───── DATA EXTRACT ─────

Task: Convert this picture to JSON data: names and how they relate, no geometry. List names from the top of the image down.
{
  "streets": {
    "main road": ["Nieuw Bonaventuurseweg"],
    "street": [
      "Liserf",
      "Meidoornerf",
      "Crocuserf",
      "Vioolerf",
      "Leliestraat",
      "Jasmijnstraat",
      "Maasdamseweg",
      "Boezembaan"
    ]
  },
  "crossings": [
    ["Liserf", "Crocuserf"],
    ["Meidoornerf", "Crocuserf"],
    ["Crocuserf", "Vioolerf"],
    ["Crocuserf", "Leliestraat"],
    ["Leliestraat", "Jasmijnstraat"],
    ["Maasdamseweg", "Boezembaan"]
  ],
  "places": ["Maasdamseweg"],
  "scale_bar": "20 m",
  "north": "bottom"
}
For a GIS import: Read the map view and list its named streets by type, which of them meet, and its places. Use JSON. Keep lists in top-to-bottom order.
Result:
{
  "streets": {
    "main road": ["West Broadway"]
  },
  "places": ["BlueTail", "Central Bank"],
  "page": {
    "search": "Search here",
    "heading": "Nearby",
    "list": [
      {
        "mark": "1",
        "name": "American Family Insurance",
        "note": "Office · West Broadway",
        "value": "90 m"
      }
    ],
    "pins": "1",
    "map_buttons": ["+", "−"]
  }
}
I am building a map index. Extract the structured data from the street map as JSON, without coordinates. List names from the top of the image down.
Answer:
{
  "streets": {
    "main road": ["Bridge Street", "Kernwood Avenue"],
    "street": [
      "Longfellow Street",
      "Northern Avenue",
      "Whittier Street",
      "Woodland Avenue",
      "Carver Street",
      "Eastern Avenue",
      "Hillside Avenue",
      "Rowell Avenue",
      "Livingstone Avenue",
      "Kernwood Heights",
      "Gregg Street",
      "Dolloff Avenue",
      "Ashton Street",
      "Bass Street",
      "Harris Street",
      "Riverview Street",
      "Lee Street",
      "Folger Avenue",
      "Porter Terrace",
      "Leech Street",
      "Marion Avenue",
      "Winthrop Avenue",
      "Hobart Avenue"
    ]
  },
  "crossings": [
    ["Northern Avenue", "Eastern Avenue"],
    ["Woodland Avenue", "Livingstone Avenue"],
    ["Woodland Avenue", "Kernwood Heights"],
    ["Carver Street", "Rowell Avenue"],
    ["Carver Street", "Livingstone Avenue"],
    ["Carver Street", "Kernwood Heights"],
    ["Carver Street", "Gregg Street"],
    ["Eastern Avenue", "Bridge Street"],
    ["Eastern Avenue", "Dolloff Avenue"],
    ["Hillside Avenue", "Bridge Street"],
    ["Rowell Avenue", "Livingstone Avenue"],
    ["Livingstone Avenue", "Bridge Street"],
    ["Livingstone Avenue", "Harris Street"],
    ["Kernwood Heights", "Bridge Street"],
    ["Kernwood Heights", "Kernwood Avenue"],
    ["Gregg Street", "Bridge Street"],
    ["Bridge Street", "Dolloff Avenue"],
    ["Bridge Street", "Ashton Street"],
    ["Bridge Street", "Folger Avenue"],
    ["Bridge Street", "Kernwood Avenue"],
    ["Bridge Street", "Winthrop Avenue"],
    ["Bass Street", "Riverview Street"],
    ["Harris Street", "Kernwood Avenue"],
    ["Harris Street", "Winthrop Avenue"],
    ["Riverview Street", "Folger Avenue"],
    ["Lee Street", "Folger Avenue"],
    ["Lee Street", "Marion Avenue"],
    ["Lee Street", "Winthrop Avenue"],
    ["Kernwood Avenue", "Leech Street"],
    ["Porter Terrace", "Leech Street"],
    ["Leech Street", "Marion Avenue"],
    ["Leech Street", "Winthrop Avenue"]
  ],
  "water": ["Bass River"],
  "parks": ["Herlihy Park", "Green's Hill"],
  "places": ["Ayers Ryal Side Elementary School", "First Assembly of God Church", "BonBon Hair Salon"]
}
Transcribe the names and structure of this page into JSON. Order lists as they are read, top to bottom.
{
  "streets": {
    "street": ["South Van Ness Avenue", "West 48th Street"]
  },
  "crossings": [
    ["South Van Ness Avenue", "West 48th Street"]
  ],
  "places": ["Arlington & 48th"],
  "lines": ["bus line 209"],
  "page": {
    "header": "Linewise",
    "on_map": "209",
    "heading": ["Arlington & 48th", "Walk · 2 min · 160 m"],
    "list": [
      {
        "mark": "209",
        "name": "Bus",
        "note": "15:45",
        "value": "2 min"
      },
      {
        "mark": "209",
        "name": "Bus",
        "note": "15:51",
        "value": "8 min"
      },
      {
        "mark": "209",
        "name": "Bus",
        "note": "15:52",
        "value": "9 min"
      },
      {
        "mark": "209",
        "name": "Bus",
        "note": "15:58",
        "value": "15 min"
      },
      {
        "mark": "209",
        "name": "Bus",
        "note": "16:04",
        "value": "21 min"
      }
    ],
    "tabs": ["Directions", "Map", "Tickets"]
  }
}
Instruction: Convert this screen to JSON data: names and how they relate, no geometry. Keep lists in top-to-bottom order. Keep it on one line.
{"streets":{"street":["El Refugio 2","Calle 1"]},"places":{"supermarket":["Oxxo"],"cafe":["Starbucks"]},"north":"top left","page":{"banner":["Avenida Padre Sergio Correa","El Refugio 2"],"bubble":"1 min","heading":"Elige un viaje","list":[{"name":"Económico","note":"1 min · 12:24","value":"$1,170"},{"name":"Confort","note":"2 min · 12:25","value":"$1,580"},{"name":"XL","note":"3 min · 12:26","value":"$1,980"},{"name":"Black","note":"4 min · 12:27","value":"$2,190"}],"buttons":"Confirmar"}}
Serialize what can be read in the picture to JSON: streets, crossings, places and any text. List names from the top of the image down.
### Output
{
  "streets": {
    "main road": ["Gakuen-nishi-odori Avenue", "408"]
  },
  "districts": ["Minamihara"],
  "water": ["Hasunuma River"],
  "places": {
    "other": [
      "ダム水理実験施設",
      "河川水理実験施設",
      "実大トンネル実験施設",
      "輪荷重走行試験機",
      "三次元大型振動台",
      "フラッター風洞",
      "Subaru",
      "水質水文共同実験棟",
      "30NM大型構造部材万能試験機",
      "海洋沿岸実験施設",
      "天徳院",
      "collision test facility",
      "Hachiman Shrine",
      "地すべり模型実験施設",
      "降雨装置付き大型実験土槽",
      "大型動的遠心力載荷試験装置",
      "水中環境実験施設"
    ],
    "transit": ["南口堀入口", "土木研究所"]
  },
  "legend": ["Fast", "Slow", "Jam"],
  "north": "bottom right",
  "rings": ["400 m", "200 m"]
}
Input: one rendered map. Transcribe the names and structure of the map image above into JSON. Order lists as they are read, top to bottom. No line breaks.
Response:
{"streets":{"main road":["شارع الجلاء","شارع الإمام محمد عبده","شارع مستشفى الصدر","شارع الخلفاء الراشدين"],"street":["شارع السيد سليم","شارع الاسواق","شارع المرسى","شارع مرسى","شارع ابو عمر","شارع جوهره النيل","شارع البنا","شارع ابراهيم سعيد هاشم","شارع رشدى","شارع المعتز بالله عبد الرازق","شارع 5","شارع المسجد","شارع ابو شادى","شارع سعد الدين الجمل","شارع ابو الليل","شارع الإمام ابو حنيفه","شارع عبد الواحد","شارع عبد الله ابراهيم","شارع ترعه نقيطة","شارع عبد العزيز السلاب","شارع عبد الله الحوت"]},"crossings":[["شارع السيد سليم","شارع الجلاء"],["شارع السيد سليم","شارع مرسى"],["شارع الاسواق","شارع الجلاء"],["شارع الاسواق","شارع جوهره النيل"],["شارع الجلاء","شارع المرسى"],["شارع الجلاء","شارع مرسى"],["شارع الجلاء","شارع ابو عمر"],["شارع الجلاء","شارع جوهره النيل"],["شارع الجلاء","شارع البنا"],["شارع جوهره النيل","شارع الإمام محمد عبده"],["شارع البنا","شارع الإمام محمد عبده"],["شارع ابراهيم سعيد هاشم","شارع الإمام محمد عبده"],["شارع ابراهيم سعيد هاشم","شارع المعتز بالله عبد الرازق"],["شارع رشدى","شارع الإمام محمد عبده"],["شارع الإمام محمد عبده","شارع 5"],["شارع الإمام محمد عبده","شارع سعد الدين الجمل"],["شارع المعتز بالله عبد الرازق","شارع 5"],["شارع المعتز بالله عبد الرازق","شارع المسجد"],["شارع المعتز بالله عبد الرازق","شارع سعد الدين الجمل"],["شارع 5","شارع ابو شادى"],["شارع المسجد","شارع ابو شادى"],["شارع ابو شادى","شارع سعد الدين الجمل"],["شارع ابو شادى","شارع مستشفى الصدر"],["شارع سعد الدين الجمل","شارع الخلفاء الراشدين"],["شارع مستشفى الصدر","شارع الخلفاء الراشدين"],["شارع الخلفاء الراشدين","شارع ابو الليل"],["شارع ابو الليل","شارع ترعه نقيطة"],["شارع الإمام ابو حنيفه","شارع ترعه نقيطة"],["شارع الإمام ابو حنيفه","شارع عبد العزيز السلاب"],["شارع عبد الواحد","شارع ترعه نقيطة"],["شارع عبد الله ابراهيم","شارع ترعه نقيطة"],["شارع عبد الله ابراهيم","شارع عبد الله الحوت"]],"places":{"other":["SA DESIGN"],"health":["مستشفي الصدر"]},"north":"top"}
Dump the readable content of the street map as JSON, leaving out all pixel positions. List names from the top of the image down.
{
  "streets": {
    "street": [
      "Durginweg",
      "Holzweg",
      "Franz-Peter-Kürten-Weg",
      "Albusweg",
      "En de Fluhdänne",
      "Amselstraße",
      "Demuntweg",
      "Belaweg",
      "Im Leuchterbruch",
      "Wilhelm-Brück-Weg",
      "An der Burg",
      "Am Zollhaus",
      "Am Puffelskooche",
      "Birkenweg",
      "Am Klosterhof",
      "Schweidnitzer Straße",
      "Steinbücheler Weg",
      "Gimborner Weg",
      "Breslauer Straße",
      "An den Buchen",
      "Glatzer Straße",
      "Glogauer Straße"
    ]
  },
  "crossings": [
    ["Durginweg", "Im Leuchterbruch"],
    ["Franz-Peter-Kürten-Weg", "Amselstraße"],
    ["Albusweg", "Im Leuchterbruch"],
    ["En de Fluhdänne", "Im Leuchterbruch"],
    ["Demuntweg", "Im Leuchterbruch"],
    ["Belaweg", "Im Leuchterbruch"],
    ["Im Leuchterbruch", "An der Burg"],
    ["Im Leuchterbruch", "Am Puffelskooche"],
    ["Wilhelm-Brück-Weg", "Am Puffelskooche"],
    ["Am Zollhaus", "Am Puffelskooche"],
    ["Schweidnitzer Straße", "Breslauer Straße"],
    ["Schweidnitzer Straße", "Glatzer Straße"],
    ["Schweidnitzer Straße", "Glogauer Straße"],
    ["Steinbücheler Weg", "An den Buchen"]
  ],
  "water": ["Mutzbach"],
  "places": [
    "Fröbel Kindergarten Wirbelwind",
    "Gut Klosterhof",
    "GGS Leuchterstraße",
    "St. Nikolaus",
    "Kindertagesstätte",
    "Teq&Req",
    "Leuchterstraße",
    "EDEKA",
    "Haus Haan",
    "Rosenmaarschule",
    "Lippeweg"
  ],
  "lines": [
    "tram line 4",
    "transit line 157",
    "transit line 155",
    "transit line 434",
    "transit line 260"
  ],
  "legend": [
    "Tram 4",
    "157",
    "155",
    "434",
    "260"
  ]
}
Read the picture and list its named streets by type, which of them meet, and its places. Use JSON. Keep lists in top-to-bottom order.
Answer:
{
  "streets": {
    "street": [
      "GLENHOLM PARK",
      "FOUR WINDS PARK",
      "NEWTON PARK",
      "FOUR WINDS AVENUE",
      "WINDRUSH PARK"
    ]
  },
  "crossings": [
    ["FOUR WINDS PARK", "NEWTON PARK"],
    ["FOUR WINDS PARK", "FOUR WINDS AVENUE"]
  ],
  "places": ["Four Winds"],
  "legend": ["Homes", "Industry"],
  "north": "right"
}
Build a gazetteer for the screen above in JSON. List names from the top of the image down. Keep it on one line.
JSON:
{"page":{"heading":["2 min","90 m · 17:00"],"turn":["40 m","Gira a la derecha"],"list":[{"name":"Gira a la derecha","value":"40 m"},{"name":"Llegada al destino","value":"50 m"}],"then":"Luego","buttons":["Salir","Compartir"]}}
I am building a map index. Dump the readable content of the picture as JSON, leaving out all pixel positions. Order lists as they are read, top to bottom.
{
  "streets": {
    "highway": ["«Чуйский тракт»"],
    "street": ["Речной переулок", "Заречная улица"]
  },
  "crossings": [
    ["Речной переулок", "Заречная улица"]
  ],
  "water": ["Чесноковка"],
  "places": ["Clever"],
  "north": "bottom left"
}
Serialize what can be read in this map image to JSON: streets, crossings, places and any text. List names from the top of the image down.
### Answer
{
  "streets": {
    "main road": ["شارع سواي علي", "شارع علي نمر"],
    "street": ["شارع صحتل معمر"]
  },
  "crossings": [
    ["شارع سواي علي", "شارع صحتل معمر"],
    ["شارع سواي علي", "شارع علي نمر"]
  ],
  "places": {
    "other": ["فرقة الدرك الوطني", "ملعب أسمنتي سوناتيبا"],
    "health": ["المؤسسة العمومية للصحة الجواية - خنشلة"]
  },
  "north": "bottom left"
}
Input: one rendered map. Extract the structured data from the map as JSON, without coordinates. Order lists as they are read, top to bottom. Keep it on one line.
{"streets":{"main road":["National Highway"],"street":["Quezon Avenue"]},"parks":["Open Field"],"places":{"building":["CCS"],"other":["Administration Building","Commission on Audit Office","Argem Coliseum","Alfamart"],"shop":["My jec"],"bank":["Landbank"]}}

─────

Give only how many lines above hold "building".

■ **TASK RESULT**
3